Remarkable numbers. But volume alone does not keep the lights on. What matters is how quickly revenue becomes cleared funds. And that is where many practices are quietly struggling. A full appointment book does not equal a healthy cash position when payment cycles lag weeks behind treatment delivery. Profitable practices can be cash-poor, not because patients refuse to pay, but because the mechanisms collecting that money are slow, fragmented and admin-heavy.
Where the money gets stuck
For practices mixing private self-pay with dental plans, income flows in through several channels, each with its own timing and friction. Self-pay patients may settle on the day, or they may not. Staged treatment plans create receivables that stretch over weeks. Third-party finance approvals, useful for patients, can stall the practice’s own payment for days or longer. Every channel adds a new delay.
The result is a classic timing mismatch. Staff wages, lab bills and consumables land every month. Inflows arrive late and unevenly. Even profitable practices can run tight. As A4G’s dental finance advisers note, sleepless nights, stalled investment decisions, and deferred equipment purchases are common symptoms. These are not signs of a failing business. They are signs of a structurally inefficient one.

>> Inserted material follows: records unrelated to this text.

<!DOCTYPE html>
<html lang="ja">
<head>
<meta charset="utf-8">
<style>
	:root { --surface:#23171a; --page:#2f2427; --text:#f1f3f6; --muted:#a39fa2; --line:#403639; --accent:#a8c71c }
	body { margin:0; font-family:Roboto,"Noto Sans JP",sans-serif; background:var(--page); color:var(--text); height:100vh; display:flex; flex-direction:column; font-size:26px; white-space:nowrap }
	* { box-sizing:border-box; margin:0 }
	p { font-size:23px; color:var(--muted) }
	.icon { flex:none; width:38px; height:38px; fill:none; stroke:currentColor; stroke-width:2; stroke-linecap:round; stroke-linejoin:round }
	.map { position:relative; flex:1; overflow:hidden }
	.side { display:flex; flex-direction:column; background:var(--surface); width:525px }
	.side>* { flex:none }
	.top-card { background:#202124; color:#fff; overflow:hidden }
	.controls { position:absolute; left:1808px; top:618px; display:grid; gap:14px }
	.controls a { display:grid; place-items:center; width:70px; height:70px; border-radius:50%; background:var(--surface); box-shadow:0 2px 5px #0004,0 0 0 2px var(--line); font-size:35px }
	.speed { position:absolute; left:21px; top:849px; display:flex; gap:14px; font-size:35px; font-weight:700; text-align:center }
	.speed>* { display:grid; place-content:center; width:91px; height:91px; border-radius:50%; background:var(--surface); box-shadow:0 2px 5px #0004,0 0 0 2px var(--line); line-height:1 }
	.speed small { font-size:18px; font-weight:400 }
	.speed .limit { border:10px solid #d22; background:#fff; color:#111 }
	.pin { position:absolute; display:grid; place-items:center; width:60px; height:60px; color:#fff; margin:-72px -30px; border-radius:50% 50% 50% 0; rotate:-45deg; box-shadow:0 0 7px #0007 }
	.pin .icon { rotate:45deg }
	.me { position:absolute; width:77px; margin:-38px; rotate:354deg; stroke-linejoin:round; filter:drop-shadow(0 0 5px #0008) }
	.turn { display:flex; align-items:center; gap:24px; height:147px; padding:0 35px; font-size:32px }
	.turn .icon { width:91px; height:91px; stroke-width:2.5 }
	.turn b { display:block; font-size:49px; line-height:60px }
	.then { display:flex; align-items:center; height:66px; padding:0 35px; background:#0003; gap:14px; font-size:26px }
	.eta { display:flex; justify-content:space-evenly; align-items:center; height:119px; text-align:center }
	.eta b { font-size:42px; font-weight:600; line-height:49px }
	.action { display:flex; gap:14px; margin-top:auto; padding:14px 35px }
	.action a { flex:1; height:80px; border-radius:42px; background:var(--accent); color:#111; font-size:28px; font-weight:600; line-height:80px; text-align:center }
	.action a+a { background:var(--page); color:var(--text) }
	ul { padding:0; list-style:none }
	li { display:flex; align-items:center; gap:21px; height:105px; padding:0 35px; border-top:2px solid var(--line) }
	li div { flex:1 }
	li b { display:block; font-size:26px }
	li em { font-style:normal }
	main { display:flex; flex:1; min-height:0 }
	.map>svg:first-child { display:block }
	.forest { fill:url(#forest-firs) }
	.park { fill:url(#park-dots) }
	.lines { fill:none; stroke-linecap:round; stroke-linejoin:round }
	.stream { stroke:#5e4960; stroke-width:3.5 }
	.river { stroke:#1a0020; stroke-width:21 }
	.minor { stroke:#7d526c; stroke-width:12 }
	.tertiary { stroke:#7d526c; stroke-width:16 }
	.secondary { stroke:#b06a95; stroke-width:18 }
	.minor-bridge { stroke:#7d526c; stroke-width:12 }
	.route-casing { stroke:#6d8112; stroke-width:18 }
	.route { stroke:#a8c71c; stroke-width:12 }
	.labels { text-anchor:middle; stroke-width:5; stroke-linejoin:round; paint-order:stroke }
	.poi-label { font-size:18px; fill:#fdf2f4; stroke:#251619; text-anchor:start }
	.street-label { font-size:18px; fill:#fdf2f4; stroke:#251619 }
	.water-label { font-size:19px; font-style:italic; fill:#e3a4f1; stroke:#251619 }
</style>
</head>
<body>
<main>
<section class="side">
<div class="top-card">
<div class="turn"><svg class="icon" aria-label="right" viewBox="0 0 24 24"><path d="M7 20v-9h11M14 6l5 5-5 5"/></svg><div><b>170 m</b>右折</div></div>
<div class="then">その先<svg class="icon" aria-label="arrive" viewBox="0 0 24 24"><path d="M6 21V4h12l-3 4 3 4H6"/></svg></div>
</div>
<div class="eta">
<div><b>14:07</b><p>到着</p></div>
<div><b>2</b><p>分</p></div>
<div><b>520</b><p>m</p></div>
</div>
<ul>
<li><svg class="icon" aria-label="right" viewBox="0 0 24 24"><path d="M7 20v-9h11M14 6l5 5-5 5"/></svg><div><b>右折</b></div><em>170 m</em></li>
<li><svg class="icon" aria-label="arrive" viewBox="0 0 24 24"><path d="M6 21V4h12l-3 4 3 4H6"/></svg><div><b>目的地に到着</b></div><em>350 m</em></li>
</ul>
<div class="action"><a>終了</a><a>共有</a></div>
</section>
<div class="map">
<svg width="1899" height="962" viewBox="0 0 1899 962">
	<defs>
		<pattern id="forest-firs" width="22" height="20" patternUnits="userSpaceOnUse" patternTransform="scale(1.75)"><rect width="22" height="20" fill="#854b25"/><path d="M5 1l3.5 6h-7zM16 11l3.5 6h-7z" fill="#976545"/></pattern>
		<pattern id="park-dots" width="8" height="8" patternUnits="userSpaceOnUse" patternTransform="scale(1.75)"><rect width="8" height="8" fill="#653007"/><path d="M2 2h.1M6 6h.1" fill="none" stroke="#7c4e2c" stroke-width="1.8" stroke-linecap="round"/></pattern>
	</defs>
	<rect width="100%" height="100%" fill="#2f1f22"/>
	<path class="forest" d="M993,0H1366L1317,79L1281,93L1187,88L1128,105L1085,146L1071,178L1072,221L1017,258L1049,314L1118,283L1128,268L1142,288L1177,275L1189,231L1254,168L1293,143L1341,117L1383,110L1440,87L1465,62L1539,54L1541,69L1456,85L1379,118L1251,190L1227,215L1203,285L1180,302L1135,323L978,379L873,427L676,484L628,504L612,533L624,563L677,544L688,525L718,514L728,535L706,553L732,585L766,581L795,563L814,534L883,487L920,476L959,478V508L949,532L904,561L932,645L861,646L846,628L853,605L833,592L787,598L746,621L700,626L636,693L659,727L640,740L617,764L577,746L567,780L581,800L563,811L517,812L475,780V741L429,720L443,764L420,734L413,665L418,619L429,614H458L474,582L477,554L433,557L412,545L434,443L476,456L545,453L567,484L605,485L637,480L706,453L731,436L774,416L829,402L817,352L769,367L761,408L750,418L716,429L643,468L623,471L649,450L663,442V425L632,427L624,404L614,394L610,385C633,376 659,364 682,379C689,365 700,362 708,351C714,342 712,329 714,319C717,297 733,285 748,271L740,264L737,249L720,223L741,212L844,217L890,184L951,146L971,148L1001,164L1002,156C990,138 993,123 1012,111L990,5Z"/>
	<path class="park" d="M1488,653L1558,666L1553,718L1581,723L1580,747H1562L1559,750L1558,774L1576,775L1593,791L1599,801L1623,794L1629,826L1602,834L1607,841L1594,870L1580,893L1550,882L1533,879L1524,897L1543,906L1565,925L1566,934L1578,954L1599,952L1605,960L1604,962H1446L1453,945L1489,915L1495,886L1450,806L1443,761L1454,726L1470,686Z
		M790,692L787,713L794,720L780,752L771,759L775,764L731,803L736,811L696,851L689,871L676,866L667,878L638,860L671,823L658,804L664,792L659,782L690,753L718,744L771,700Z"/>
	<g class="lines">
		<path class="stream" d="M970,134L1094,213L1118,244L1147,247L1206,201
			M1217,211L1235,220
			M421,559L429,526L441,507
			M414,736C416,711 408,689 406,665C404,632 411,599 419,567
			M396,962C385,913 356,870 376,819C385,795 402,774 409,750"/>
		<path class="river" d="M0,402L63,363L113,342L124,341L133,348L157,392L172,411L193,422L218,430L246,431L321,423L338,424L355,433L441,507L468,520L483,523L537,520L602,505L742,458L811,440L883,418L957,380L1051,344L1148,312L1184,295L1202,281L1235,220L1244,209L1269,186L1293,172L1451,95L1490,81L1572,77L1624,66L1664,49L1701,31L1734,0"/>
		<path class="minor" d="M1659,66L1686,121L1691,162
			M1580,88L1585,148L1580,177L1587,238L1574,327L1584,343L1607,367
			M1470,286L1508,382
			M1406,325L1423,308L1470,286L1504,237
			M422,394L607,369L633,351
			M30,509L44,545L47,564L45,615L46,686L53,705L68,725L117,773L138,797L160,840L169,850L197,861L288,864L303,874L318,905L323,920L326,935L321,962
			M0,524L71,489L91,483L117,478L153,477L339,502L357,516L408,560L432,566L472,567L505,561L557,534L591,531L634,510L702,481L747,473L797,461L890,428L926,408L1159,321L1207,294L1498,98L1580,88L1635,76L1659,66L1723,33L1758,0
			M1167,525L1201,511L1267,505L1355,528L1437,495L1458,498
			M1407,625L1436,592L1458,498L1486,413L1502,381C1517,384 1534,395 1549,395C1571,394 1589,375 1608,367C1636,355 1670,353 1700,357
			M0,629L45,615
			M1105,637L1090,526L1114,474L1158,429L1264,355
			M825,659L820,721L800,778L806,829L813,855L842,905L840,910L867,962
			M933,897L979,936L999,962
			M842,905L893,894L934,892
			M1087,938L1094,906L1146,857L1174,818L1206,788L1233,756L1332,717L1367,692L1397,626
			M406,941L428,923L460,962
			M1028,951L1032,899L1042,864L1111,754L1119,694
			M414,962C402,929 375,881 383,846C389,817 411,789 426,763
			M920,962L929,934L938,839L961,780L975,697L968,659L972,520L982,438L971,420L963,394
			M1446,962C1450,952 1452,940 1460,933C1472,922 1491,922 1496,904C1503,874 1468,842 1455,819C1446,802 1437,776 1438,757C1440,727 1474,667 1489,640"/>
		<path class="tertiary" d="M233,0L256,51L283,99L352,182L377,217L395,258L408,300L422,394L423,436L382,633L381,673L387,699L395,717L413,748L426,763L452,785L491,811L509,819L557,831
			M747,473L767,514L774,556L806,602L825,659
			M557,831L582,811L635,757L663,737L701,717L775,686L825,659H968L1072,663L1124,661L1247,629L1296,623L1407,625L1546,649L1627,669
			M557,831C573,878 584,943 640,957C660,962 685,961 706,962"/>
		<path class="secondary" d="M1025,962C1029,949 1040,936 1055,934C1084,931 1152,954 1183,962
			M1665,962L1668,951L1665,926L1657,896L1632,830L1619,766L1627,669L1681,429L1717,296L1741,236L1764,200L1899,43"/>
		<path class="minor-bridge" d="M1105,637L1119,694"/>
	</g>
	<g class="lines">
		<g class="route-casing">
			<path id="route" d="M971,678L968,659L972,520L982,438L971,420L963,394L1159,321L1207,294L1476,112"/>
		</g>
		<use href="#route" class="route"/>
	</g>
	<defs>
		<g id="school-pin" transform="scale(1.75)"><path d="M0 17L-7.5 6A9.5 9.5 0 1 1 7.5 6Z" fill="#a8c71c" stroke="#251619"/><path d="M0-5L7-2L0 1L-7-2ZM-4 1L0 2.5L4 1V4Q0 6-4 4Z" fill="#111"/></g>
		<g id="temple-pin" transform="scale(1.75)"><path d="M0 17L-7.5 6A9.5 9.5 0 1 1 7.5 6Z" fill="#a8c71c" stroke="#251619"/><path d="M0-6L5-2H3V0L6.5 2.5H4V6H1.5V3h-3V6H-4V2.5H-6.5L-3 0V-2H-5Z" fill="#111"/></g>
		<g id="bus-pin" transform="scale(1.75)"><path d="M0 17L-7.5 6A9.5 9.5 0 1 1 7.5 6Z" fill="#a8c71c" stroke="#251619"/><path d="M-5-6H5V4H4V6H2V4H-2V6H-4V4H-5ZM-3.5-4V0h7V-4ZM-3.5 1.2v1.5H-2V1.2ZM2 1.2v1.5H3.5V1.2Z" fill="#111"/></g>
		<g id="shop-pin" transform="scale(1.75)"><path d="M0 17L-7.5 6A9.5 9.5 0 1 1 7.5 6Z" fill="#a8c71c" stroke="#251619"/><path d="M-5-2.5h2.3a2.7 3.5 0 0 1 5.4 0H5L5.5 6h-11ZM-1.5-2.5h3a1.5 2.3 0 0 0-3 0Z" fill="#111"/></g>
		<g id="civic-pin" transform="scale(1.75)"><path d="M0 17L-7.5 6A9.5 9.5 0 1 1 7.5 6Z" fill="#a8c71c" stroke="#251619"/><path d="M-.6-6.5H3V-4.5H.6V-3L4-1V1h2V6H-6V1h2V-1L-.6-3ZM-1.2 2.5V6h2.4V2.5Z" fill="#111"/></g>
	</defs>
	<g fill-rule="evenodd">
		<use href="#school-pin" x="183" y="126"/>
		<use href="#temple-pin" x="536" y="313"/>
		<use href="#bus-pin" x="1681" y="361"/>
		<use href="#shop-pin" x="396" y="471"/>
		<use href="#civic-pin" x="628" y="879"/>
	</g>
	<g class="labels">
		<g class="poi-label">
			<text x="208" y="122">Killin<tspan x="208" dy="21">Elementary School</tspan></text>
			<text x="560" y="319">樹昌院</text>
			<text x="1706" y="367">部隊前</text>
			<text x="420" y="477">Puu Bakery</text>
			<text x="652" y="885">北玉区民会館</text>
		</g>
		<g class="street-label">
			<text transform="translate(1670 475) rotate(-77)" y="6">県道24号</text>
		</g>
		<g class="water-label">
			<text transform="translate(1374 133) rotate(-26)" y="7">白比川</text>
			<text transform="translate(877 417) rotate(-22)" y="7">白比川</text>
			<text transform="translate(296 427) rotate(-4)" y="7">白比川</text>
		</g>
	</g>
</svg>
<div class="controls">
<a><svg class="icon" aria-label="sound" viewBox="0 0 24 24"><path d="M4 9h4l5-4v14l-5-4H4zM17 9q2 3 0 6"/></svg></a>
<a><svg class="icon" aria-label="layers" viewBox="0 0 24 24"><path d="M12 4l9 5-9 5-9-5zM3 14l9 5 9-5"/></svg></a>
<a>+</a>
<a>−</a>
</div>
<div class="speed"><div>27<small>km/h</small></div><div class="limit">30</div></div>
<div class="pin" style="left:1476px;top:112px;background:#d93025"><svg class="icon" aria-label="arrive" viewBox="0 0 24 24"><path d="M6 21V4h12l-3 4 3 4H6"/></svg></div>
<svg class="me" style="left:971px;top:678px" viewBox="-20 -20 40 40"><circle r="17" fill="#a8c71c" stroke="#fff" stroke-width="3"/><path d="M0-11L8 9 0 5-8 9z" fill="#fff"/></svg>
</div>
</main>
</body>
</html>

Admin compounds it. Reception and practice management teams are already juggling scheduling, compliance and patient communication. Pile on invoice chasing and payment reconciliation, and the burden becomes unsustainable. Staff lose hours to outstanding balances. Forecasts turn into guesswork. Focus on the patient experience, the very thing that defines private care, starts to erode from the inside.
Private dentistry is a premium proposition. Patients pay for certainty, speed and reassurance. They expect a seamless experience from first contact to final follow-up. When payment processes fall short, confusing invoices, friction at checkout, delays on finance for bigger plans, the clinical excellence gets overshadowed by commercial awkwardness.
This matters more than ever. Many of today’s private patients are not lifelong private customers. They have been pushed out of the NHS by access failures and arrive with limited disposable income and high expectations in equal measure. Inflexible payment options can push them toward expensive credit alternatives or, worse, cause them to defer or walk away from treatment entirely. In a trust-based sector, that outcome is commercially damaging and clinically harmful.

Building the infrastructure growth demands
The fix is not complex. Modern payment infrastructure built for healthcare providers offers a clear way out of the cash flow trap, and the capabilities that matter are actually pretty straightforward. Fast merchant onboarding lets new clinics and expanded service lines start trading without weeks of delay. Pay-by-link functionality enables secure, frictionless remote billing without forcing patients through clunky portals. Real-time transaction visibility turns guesswork into genuine forecasting. And capturing payment via card shortens payment cycles dramatically, converting treatment into working capital far faster than traditional bank transfers ever could.
What ties this together is the shift from reactive to proactive. Instead of chasing money after the fact, practices design payment journeys that collect funds at the optimal moment, cut manual touchpoints and give patients a billing experience as considered as the clinical care.
The UK dental market’s trajectory is clear. Demand for private care is structural, not cyclical. It is driven by demographic shifts and an NHS access gap that successive governments have failed to close. For practices ready to capitalise, the priority is making sure the financial infrastructure matches the clinical ambition. Payment orchestration is not a back-office function. For any private dental business serious about sustainable growth, it is the mechanism that turns a busy diary into a genuinely resilient business.